Kernkonzepte: Freundlichkeit als Fundament sinnvoller Produktivität

Wahre Führungskompetenz zeigt sich darin, ein Umfeld zu schaffen, in dem Menschen ihr volles Potenzial entfalten können. Das Konzept der Freundlichkeit als Führungsskill basiert auf der Erkenntnis, dass emotionale Intelligenz direkt die wirtschaftlichen Ergebnisse beeinflusst.

1. Reduktion von Reibungsverlusten: Ein freundlicher Umgang reduziert den psychologischen „Lärm“ im Team. Wenn Mitarbeitende keine Energie darauf verschwenden müssen, sich gegen interne Kämpfe oder mangelnde Wertschätzung zu verteidigen, gewinnen sie Kapazitäten für ihre eigentlichen Kernaufgaben. Freundlichkeit agiert hier als Schmiermittel für Prozesse und beschleunigt die Entscheidungsfindung durch gewachsenes Vertrauen.

2. Psychologische Sicherheit und Innovation: Führungskräfte, die Freundlichkeit vorleben, etablieren eine Kultur der psychologischen Sicherheit. Nur in einem Umfeld, in dem Fehler nicht als Loyalitätsfrage missverstanden werden, trauen sich Teams, Innovationen voranzutreiben und ehrlich über Herausforderungen zu sprechen.
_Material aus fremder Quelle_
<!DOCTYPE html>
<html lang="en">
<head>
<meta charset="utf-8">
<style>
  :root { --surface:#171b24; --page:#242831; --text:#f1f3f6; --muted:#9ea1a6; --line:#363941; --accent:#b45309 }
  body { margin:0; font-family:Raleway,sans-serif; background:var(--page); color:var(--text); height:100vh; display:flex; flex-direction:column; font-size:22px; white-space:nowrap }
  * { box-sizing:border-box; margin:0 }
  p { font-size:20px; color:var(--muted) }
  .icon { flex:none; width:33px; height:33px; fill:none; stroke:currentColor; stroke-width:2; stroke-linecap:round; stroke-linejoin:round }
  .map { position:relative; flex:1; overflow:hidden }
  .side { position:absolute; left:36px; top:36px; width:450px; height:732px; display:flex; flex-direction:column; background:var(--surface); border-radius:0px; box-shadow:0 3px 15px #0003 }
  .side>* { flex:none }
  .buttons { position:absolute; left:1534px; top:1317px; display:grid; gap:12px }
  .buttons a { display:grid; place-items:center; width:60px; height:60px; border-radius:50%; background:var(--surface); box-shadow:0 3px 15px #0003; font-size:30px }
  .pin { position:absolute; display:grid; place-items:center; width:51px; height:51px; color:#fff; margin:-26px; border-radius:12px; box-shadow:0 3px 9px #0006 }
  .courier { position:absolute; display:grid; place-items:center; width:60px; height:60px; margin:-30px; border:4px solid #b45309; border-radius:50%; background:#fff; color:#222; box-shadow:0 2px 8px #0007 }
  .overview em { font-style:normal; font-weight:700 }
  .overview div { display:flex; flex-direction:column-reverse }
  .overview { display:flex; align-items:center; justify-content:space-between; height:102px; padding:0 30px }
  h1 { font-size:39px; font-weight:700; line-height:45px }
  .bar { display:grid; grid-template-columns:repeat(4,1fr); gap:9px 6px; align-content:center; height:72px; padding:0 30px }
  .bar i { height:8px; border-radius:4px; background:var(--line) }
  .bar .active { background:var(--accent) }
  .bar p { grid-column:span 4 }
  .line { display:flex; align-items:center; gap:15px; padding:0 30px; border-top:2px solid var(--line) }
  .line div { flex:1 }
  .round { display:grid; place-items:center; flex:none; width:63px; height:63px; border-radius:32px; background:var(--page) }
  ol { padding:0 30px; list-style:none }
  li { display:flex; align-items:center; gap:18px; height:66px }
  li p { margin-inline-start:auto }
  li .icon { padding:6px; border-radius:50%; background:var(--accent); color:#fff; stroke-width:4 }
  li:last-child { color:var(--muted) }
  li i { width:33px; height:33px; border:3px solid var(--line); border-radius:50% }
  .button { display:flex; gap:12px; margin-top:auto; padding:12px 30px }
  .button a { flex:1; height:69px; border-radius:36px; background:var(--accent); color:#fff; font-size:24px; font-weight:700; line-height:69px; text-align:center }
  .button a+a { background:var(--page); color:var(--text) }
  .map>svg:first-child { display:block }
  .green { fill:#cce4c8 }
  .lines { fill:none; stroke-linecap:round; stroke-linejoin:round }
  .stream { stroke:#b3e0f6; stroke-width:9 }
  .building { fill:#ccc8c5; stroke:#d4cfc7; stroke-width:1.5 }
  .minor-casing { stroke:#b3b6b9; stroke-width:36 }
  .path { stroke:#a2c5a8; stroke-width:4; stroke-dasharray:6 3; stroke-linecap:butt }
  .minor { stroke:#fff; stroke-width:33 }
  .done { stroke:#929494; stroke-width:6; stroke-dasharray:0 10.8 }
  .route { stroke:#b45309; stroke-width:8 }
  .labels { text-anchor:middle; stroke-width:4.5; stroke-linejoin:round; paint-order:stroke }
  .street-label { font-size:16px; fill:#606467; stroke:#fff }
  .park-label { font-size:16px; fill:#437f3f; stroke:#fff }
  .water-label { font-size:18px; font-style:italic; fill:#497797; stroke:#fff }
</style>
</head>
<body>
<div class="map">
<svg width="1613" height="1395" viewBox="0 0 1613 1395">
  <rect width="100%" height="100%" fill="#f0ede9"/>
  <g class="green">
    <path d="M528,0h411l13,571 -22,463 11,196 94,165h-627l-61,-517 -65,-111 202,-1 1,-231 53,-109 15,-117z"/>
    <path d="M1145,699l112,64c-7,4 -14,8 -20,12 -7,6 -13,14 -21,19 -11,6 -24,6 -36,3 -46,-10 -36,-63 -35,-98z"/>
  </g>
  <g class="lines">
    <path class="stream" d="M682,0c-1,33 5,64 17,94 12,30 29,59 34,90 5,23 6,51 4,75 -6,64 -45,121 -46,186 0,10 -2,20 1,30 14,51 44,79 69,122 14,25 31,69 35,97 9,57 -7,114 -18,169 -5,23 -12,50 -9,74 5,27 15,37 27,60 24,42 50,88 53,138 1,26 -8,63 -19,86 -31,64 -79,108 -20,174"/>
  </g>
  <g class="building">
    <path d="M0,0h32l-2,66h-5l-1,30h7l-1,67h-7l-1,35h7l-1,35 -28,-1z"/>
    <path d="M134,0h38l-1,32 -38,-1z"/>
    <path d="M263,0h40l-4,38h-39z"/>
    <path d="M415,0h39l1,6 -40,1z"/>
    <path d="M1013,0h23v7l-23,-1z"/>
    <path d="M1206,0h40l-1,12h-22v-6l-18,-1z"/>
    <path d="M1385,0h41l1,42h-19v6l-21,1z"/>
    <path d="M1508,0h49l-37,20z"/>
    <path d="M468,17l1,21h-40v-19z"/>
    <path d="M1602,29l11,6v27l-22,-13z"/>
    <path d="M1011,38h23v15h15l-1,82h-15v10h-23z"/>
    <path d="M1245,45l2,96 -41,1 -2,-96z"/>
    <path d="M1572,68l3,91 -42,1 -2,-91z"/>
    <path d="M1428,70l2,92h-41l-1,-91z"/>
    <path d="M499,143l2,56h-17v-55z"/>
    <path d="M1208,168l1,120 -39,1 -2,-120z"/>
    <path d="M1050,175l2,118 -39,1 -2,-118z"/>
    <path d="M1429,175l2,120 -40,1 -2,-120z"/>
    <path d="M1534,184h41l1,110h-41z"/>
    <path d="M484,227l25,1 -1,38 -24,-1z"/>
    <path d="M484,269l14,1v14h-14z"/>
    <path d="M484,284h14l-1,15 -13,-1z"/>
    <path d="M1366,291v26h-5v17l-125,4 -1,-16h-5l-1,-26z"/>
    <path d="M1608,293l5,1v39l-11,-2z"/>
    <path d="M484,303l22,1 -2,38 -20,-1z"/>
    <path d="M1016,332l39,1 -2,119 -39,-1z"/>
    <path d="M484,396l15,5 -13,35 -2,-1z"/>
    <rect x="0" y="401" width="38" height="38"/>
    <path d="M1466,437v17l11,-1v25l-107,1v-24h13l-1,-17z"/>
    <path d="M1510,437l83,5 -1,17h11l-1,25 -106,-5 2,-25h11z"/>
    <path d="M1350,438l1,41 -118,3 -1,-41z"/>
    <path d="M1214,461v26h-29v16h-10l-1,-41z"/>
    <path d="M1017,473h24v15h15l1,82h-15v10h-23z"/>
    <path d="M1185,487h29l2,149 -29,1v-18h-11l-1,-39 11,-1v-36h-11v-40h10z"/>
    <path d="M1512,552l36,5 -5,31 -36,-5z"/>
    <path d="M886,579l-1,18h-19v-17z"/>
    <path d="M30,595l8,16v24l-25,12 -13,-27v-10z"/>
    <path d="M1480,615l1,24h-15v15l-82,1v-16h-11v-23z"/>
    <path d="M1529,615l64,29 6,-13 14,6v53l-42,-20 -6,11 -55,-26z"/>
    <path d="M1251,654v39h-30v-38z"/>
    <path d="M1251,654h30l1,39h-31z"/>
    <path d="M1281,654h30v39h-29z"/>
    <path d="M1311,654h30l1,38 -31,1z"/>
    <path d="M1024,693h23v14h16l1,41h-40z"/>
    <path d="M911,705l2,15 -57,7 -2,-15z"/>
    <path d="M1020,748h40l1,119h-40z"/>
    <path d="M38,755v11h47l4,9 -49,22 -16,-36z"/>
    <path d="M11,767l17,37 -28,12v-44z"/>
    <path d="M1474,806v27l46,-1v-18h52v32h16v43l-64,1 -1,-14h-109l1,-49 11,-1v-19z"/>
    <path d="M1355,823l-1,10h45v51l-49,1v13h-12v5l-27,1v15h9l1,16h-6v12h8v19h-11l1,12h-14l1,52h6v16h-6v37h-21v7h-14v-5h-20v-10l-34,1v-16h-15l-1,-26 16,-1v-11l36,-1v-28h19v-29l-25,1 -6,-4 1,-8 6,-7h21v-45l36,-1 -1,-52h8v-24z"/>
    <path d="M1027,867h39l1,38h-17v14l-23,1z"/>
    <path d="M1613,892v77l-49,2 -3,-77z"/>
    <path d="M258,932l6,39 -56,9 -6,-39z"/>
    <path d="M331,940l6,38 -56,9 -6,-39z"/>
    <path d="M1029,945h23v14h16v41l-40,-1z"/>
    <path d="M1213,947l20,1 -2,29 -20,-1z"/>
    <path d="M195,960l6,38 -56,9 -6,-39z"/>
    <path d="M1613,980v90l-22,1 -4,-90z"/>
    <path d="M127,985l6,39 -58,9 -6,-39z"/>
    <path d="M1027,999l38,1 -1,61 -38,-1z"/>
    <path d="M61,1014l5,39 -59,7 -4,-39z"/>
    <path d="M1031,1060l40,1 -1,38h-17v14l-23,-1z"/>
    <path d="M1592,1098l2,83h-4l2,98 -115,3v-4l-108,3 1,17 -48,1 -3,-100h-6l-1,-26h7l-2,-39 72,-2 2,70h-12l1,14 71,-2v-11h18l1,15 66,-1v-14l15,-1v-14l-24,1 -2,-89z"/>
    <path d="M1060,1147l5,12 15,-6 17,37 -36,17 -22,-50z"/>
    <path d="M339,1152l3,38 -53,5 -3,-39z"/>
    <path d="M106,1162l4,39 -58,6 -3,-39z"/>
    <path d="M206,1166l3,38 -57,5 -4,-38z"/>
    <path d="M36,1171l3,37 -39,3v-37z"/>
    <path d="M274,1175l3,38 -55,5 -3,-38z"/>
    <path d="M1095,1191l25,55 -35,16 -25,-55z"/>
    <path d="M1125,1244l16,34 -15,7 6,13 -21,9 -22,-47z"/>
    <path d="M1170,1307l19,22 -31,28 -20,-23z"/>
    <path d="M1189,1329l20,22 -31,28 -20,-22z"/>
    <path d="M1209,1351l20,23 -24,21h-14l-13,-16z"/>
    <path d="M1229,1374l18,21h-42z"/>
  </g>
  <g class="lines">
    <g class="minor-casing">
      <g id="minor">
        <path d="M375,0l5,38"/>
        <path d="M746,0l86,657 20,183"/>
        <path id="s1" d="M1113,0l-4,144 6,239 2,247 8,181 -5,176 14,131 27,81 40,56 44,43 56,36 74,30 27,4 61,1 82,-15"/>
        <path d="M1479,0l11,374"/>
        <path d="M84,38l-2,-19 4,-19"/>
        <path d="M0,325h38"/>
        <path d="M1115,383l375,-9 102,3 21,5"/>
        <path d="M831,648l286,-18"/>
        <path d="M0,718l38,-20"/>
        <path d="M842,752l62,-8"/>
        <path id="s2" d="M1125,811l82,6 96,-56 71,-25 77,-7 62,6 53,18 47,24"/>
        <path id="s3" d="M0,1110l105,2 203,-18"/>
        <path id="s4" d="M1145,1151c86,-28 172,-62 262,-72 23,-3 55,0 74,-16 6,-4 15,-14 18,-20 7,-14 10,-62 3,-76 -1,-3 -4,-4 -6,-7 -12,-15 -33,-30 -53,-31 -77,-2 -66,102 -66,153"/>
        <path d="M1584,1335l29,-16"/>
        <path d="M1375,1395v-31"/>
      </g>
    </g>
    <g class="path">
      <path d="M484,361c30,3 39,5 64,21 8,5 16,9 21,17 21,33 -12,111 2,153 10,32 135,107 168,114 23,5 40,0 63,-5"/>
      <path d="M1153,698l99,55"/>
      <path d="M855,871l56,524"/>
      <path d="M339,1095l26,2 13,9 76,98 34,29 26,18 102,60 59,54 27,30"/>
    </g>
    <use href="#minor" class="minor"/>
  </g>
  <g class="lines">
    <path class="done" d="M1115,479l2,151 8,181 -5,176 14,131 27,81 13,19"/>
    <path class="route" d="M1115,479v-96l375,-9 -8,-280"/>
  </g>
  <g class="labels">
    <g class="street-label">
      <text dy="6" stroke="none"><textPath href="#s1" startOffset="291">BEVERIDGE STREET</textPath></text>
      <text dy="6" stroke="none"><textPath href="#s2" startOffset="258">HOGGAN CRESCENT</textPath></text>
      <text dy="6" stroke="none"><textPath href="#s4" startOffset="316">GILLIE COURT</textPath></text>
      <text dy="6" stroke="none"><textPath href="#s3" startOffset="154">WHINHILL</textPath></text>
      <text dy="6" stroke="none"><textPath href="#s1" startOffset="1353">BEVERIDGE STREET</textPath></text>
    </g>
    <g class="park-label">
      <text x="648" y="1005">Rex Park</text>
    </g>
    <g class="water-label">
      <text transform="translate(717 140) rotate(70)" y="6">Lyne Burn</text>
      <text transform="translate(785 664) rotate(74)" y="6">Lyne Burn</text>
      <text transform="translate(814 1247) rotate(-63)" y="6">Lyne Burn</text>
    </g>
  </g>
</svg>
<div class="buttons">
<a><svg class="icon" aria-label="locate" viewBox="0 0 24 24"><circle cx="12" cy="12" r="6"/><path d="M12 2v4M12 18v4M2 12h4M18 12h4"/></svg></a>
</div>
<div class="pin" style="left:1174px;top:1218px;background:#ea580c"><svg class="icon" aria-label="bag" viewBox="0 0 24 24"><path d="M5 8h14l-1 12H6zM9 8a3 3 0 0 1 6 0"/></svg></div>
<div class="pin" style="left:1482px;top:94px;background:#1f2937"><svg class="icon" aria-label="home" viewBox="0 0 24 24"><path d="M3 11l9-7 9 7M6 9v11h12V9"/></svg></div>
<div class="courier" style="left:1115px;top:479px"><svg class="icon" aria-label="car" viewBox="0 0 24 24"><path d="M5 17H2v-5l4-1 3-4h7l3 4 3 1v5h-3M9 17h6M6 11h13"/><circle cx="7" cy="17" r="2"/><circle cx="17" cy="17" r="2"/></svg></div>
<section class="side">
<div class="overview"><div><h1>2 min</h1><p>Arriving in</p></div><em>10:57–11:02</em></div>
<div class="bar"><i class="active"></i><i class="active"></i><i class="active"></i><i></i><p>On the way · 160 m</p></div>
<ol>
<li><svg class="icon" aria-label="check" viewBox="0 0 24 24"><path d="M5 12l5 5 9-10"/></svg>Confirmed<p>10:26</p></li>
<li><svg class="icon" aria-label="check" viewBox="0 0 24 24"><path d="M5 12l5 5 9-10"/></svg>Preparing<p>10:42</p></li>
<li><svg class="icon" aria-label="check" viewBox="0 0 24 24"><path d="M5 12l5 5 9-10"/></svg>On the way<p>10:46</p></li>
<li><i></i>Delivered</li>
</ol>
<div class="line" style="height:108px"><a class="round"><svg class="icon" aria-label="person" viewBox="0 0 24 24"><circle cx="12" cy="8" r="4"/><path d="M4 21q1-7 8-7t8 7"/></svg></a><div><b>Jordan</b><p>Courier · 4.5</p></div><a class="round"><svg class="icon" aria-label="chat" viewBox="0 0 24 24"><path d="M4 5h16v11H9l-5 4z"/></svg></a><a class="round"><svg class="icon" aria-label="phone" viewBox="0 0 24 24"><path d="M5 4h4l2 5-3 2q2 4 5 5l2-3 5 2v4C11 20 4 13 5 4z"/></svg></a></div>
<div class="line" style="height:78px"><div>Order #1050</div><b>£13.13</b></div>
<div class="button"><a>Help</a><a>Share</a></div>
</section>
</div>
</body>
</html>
Dies ist eine Grundvoraussetzung, um in dynamischen Märkten agil zu bleiben.

3. Mitarbeiterbindung durch menschliche Wertschätzung: Menschen verlassen keine Unternehmen, sie verlassen schlechte Führungskräfte. In Zeiten, in denen Respekt oft nur im Leitbild steht, wird authentische Freundlichkeit zum entscheidenden Faktor für die Mitarbeiterbindung. Wenn Wertschätzung im Alltag groß geschrieben wird, steigen Loyalität und Qualität der Versorgung – sei es am Kunden oder im Team.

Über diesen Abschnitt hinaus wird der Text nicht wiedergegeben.